To make the green salsa, combine all the ingredients in a blender and blend until smooth. Refrigerate until ready to use.
To prepare the gypsy peppers, cut around the base of each stem the way you would with a pumpkin stem, and gently pull it out. Trim off the seeds and membranes. Clean off the tops, put them back on the peppers, and reserve.
For the stuffing, cut the kernels off the corn cobs. Heat the butter in a sauté pan over medium heat, being careful not to brown the butter. Sauté the shallot, garlic, and corn until just tender. Pour everything out onto a large plate to cool. In a large mixing bowl, combine the crabmeat, jalapeño, mayonnaise, salt, and pepper. Mix gently but well. When the corn mixture is cool, add it to the bowl and mix well.
Stuff each pepper gently with the crab mixture using a small spoon. Make sure you get some stuffing all the way to the bottom of the peppers and that you leave enough room to get their stems back on top securely, but don’t overstuff them, as the filling is rich and will expand a bit when hot. The peppers may be made to this point and refrigerated for several hours or as long as overnight, if you wrap them well.

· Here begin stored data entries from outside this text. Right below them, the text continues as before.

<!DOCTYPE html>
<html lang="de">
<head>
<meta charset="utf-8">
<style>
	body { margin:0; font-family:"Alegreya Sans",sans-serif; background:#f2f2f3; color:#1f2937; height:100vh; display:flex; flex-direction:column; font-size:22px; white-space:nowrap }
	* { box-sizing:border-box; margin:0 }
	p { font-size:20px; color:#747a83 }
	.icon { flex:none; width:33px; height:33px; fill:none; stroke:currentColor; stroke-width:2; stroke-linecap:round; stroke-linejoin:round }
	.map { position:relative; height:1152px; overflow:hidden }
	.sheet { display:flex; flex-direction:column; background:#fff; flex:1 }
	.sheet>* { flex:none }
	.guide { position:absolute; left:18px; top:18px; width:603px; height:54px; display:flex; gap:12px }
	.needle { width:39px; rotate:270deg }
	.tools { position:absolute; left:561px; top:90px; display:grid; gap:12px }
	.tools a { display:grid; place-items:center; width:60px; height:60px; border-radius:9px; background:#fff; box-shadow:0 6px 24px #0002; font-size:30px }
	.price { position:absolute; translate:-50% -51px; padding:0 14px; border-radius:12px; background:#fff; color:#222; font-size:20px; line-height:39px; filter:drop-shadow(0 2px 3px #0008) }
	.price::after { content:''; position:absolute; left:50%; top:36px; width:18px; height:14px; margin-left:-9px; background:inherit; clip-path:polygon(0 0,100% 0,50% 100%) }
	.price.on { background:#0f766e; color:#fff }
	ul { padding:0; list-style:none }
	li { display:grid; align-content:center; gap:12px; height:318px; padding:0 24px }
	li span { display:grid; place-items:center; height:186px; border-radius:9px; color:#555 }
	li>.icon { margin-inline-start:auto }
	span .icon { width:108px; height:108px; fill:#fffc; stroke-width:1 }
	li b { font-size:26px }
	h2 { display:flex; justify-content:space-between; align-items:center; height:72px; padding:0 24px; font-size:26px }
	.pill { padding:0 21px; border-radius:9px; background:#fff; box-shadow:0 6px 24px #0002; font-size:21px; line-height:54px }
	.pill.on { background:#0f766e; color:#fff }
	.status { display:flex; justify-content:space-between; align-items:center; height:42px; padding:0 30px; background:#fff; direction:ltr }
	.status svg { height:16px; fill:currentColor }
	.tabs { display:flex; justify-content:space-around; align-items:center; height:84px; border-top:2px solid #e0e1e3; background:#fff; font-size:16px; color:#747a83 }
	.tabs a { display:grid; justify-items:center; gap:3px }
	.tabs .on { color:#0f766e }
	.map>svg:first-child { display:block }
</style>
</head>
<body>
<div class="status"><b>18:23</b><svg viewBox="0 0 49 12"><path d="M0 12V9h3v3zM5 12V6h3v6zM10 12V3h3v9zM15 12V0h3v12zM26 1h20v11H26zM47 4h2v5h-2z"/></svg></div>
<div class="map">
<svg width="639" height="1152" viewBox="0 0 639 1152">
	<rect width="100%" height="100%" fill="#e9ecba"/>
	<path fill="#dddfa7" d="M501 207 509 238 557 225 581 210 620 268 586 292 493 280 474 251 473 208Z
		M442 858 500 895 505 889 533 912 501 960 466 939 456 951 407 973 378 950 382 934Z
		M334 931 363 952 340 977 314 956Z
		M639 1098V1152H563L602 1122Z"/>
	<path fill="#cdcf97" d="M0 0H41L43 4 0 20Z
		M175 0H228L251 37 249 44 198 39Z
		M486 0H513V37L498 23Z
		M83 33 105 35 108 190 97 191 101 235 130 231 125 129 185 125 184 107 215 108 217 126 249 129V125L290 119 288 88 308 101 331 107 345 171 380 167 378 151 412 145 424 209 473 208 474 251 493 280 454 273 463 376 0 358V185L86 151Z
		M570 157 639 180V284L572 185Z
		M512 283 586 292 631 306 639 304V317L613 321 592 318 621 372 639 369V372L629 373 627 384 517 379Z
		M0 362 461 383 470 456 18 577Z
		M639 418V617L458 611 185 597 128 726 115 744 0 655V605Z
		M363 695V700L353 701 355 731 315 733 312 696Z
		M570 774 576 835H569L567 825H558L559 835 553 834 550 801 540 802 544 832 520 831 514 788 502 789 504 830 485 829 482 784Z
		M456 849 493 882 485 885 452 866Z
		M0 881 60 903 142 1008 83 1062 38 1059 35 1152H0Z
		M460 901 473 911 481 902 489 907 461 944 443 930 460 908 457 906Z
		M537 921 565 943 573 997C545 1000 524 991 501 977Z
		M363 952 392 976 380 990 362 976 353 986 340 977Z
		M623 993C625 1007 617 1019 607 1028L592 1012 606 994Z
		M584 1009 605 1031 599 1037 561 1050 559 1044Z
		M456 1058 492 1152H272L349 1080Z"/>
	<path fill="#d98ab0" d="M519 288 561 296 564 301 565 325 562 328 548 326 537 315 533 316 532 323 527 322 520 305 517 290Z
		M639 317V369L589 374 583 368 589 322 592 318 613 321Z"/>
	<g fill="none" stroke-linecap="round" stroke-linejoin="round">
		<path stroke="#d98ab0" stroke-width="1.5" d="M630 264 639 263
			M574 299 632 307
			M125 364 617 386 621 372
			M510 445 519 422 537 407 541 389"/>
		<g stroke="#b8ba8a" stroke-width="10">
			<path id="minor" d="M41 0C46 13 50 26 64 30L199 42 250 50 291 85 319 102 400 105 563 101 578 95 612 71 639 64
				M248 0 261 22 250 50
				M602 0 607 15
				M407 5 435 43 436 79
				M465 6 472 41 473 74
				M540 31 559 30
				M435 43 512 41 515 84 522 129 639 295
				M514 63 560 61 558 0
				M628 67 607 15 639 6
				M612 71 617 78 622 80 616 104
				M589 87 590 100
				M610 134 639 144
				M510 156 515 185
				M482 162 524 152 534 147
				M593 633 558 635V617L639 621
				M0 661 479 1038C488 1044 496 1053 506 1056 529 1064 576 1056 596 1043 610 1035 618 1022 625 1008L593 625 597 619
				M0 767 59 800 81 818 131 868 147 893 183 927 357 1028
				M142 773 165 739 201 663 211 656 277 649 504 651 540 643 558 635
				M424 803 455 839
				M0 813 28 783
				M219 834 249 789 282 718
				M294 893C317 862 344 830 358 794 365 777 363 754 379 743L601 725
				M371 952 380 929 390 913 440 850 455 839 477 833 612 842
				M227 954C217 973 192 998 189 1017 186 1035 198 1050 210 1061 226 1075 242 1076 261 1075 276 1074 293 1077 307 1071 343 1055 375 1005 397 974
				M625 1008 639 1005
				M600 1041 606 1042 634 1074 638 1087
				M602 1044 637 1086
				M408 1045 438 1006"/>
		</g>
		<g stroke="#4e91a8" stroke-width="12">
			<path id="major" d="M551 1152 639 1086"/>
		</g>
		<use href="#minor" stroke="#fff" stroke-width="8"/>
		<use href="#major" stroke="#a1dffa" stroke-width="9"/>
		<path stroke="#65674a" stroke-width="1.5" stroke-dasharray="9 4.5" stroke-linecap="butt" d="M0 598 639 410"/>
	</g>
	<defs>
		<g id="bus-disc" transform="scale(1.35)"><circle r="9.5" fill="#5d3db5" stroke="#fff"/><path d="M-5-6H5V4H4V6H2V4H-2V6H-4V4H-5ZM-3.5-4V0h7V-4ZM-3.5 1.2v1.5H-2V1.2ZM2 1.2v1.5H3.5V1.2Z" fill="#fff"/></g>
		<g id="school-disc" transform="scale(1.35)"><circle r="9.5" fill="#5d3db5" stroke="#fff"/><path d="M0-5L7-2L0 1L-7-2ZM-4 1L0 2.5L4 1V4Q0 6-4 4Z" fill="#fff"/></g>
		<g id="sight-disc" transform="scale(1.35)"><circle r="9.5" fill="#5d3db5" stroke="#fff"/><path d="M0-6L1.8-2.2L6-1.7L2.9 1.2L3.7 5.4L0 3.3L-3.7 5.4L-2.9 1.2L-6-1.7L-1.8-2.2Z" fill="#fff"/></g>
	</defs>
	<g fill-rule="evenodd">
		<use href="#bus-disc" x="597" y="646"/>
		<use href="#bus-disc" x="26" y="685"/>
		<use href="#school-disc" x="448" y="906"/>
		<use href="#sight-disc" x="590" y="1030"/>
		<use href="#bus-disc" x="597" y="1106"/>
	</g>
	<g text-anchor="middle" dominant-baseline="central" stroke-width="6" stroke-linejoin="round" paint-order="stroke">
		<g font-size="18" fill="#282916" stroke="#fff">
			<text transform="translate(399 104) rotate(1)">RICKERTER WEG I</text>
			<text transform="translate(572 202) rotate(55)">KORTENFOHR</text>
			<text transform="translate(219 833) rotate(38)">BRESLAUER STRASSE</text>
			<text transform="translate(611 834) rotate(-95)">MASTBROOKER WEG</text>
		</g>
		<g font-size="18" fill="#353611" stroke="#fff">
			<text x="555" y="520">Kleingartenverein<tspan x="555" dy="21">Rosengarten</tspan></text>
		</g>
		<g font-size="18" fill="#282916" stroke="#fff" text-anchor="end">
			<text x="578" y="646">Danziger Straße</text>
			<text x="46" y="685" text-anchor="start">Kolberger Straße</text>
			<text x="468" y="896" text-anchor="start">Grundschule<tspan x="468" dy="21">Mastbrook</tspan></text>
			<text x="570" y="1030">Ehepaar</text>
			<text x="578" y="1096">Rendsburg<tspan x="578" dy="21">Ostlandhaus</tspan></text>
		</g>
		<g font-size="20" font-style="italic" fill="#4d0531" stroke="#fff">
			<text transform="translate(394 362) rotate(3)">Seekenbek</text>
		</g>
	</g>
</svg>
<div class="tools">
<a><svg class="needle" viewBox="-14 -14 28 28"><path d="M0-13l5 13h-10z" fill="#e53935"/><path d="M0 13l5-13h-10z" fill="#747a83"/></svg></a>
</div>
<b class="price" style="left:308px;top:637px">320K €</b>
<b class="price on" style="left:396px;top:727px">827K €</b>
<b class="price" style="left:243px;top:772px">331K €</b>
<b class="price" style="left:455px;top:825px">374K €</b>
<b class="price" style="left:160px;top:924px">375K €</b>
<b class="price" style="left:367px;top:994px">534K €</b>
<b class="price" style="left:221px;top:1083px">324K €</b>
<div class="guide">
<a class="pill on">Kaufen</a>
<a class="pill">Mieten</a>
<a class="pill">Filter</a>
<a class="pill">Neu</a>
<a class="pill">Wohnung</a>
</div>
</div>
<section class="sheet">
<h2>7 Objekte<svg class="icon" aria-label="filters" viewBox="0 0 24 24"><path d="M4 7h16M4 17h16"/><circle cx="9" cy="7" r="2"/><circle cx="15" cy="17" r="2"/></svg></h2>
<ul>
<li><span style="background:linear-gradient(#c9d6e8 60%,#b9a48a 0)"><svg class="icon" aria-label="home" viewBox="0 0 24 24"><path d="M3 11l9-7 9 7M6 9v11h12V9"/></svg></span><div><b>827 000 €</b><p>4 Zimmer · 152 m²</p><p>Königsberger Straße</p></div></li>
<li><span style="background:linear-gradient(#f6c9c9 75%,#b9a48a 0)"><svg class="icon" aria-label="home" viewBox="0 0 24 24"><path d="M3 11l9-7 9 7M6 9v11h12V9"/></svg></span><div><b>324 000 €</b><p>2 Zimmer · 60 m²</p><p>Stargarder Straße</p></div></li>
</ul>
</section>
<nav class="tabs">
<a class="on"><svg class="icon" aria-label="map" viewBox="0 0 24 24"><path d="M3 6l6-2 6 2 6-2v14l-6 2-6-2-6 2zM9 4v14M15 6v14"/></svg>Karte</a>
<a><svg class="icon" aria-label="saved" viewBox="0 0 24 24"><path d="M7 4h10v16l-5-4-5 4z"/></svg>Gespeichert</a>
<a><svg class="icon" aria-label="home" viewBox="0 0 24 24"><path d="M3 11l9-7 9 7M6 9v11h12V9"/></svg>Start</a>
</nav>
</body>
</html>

To finish the peppers, fire up the grill, and when the coals have a nice white ash covering, place the peppers on the grill and cook 2 minutes, rotating them a quarter turn halfway through the cooking to get nice crosshatch grill marks. Turn the peppers over and do the same thing on the other side. Make sure the peppers are nicely caramelized and tender before you take them off the grill. To serve, place a pepper in the center of each plate; spoon out 3 to 4 tablespoons of the red salsa on 1 side and 3 to 4 tablespoons of the green salsa on the other. Garnish with a sprig of fresh cilantro and a sprinkle of toasted pumpkin seeds.